=== Begin Enclosure ===

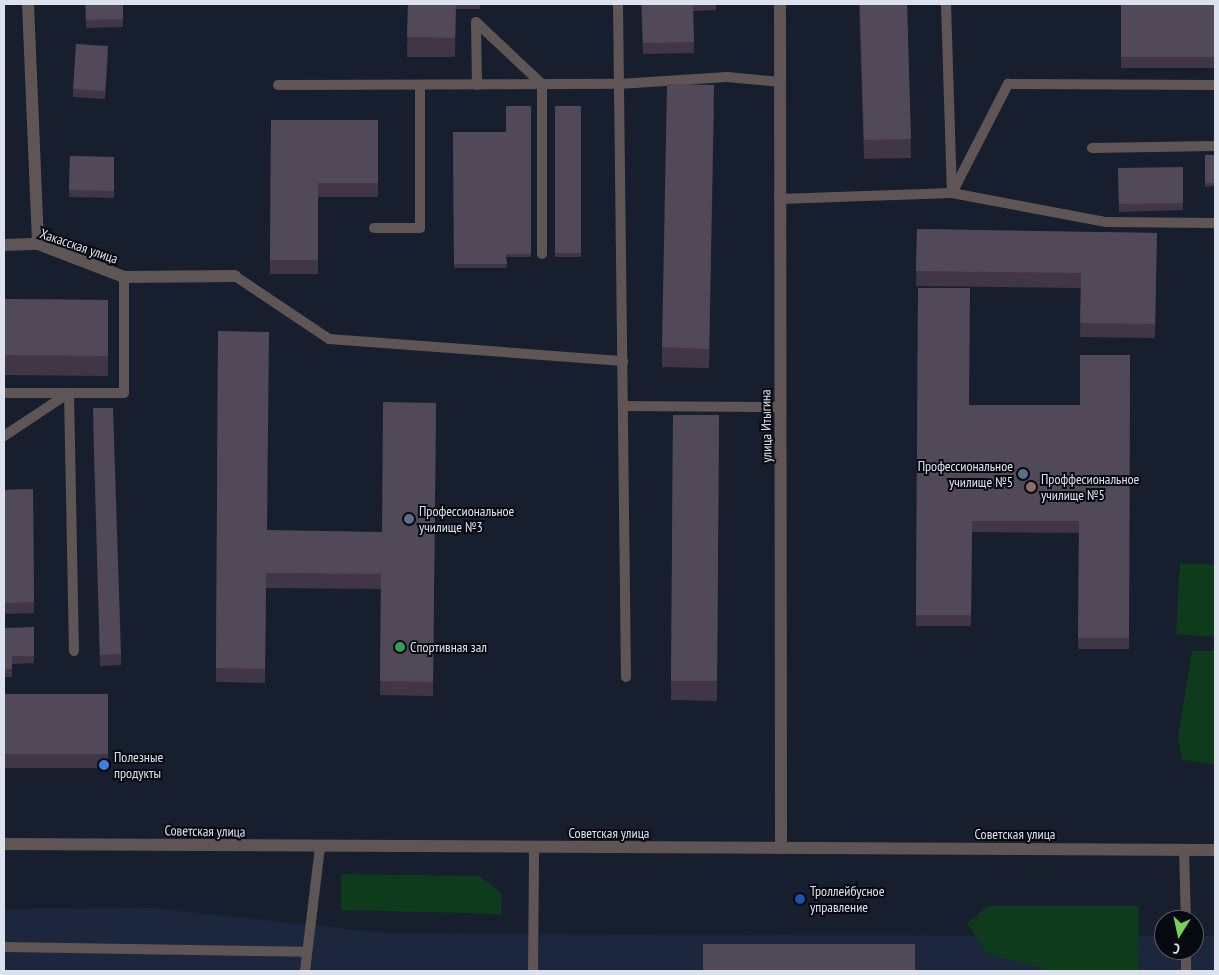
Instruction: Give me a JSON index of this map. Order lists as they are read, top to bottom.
{
  "streets": {
    "street": ["Хакасская улица", "улица Итыгина", "Советская улица"]
  },
  "crossings": [
    ["улица Итыгина", "Советская улица"]
  ],
  "places": [
    "Профессиональное училище №5",
    "Проффесиональное училище №5",
    "Профессиональное училище №3",
    "Спортивная зал",
    "Полезные продукты",
    "Троллейбусное управление"
  ],
  "north": "bottom"
}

=== End Enclosure ===

» **About this exercise**
For this exercise, print all of the entries exactly as they appear, but without pictures.

» **Written answer**
Instruction: Give me a JSON index of this map. Order lists as they are read, top to bottom.
{
  "streets": {
    "street": ["Хакасская улица", "улица Итыгина", "Советская улица"]
  },
  "crossings": [
    ["улица Итыгина", "Советская улица"]
  ],
  "places": [
    "Профессиональное училище №5",
    "Проффесиональное училище №5",
    "Профессиональное училище №3",
    "Спортивная зал",
    "Полезные продукты",
    "Троллейбусное управление"
  ],
  "north": "bottom"
}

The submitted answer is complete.